→ **RECORDED INFORMATION**
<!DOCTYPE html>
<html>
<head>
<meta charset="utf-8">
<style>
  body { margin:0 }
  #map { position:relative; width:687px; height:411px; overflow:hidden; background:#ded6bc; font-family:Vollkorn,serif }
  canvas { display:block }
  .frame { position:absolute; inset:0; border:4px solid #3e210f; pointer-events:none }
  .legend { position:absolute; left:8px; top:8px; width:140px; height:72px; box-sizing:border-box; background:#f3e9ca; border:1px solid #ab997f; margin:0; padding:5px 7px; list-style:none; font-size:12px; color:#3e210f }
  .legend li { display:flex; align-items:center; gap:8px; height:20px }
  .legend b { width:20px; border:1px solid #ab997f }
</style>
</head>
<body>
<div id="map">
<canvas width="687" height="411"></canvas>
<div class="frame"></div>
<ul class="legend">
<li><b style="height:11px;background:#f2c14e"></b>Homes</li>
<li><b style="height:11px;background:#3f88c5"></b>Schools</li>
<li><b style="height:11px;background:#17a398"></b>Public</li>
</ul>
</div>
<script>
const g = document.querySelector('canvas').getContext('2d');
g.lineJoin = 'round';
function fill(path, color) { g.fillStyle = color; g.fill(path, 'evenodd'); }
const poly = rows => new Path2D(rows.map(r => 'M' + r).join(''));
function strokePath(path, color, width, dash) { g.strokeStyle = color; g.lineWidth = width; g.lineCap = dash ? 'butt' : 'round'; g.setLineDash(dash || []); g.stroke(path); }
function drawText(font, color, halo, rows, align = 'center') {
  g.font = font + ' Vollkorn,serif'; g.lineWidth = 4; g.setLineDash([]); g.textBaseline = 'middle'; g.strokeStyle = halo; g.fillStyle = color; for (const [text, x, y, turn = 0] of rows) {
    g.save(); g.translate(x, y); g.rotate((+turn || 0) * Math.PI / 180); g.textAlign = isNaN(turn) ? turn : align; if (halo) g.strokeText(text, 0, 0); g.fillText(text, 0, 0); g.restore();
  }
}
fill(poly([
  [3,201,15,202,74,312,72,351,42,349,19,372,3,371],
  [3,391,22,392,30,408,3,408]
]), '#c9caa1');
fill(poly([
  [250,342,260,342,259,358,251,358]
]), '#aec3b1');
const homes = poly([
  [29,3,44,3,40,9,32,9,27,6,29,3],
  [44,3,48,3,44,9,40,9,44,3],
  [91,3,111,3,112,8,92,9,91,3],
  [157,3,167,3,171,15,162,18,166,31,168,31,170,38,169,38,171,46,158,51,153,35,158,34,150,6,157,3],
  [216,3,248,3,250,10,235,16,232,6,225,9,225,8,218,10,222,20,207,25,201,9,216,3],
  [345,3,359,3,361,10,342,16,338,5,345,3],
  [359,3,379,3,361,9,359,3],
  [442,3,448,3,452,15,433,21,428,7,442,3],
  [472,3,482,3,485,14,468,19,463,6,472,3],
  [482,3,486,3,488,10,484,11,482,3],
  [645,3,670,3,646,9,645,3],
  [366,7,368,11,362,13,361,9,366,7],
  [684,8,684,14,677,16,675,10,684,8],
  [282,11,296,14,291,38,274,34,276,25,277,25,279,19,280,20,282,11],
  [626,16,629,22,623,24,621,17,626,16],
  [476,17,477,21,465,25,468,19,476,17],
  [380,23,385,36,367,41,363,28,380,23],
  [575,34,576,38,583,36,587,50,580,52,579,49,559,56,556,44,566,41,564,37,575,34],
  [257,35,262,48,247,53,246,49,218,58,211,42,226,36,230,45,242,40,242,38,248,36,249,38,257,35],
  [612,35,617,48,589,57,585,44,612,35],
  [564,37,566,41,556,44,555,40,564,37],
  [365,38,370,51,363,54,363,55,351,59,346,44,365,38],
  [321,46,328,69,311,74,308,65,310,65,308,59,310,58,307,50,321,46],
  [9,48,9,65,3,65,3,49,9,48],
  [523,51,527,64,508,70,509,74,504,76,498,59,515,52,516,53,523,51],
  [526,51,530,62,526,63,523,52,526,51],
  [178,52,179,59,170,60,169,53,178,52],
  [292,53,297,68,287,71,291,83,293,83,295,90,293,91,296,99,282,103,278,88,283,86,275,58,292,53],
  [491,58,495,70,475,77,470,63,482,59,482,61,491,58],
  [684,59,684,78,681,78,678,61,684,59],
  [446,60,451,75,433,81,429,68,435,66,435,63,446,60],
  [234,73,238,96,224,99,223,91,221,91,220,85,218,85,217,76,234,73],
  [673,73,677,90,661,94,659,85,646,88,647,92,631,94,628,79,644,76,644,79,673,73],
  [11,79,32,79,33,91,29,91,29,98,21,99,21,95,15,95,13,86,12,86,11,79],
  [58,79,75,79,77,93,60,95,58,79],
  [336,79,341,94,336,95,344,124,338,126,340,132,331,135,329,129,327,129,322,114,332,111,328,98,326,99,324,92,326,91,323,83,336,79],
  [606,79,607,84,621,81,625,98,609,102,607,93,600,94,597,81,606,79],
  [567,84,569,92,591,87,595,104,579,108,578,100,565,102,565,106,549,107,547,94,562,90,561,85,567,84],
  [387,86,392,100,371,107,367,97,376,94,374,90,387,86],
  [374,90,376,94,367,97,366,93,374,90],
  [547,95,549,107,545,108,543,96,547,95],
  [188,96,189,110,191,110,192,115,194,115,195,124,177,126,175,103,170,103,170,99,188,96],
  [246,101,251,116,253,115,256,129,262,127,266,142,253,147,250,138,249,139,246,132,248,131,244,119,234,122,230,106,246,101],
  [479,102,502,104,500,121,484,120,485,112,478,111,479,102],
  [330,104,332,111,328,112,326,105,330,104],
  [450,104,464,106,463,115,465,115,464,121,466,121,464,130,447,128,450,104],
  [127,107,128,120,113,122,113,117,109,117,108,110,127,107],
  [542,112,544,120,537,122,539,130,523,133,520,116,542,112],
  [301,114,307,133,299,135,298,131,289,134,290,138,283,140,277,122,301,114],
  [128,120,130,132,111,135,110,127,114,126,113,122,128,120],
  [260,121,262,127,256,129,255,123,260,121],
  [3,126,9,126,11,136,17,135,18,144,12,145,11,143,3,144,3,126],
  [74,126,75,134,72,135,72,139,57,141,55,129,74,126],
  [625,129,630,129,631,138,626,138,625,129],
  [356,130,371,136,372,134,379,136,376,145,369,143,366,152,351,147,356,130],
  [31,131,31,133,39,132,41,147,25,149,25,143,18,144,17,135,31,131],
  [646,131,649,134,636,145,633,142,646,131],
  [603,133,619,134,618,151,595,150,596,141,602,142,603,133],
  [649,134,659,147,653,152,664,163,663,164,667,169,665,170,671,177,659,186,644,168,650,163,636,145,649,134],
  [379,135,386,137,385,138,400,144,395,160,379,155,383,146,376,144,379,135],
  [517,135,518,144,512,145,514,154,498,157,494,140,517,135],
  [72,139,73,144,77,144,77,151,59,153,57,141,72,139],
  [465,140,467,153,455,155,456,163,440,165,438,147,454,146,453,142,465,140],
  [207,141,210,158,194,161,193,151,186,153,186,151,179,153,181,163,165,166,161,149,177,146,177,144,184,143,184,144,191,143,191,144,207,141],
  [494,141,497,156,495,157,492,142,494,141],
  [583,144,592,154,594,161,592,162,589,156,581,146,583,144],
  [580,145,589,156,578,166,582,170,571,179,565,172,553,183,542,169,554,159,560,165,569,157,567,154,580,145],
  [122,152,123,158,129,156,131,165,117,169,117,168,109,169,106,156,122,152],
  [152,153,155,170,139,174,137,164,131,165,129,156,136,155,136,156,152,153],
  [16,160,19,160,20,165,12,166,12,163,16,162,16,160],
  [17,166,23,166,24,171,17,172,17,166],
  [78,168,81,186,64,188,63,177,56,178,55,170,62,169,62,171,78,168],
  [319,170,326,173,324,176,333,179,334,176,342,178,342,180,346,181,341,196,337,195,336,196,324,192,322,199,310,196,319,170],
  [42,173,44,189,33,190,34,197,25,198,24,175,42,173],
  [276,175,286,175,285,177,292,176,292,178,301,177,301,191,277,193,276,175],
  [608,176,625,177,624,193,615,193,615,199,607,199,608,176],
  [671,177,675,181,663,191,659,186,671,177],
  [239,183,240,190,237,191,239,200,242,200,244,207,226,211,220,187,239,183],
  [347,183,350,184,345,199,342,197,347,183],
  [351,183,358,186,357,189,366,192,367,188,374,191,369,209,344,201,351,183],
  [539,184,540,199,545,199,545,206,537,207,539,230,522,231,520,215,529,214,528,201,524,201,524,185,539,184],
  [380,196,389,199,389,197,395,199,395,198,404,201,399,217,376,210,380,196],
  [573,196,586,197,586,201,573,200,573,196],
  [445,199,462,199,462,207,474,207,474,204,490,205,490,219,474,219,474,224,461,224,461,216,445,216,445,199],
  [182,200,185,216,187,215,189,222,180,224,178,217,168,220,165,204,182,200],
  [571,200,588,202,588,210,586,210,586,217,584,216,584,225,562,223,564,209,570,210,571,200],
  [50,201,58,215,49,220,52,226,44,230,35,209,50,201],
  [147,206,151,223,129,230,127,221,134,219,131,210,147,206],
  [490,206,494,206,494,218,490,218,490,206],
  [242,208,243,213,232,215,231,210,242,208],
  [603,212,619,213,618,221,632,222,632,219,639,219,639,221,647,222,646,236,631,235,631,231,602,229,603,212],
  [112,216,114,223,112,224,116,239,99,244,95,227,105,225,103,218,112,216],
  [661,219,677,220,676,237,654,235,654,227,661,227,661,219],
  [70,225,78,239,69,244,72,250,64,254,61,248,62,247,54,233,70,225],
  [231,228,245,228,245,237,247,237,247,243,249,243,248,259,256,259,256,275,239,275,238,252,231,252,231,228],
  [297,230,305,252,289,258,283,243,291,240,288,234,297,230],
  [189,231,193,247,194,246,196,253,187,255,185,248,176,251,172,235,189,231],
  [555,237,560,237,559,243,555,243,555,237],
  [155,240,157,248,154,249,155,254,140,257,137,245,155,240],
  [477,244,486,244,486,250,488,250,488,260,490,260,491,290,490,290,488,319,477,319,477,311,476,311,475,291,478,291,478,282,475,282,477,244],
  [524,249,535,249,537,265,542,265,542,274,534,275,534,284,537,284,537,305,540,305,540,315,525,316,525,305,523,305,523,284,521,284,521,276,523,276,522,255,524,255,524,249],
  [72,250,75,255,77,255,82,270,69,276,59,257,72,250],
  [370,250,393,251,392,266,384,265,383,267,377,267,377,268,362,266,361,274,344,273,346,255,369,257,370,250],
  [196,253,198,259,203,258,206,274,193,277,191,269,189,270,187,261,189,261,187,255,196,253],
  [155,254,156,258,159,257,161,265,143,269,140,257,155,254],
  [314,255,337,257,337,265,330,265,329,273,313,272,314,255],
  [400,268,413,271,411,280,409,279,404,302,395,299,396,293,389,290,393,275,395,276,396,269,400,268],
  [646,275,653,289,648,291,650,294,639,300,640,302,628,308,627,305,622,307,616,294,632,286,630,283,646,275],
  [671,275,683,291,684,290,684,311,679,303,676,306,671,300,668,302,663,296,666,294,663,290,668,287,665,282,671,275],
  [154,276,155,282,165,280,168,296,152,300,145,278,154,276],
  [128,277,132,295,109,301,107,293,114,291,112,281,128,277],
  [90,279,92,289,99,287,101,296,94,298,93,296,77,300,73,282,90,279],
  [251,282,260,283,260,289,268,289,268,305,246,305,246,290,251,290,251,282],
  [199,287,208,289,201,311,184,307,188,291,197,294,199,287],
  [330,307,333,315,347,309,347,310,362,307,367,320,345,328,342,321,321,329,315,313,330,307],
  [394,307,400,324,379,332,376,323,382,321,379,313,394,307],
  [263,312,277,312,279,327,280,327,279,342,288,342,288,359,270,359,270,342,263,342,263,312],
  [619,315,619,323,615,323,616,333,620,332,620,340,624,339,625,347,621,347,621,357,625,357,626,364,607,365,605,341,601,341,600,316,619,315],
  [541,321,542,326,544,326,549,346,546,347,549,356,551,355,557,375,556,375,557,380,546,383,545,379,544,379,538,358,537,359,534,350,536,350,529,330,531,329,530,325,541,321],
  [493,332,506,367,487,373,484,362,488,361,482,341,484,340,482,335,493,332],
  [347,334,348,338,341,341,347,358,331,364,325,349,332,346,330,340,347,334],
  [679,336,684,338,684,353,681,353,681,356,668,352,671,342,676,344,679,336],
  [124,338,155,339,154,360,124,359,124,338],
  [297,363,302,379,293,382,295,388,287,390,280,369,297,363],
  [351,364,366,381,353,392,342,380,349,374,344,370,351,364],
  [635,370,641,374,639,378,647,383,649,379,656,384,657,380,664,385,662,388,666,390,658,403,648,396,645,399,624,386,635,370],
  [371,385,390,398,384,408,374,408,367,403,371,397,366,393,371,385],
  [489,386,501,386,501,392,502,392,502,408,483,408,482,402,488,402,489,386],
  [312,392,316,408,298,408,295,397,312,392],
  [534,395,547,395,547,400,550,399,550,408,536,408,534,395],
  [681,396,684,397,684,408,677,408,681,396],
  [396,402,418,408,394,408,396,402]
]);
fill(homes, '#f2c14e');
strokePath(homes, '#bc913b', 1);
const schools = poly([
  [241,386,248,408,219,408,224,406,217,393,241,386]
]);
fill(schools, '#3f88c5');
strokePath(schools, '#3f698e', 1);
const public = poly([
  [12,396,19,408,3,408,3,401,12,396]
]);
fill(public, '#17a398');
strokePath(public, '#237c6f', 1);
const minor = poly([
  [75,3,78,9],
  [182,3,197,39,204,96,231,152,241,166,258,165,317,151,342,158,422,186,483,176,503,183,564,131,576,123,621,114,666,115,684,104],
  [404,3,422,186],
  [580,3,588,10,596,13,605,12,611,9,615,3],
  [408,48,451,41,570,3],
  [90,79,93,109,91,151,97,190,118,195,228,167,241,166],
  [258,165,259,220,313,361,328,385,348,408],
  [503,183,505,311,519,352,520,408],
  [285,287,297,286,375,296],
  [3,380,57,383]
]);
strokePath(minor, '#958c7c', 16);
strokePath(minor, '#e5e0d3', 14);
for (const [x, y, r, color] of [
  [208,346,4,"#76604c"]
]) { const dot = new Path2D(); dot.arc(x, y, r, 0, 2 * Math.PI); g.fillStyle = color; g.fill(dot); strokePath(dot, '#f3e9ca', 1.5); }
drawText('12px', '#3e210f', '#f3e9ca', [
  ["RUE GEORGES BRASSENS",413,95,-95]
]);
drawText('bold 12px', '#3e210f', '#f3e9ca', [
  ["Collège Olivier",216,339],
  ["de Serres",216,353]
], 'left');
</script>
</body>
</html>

→ **TRY IT**
Retype the portion of the data above that starts on the line with "function fill(path, color)" and finishes on the line with "const poly = rows", including both of those lines.

→ **WRITTEN ANSWER**
function fill(path, color) { g.fillStyle = color; g.fill(path, 'evenodd'); }
const poly = rows => new Path2D(rows.map(r => 'M' + r).join(''));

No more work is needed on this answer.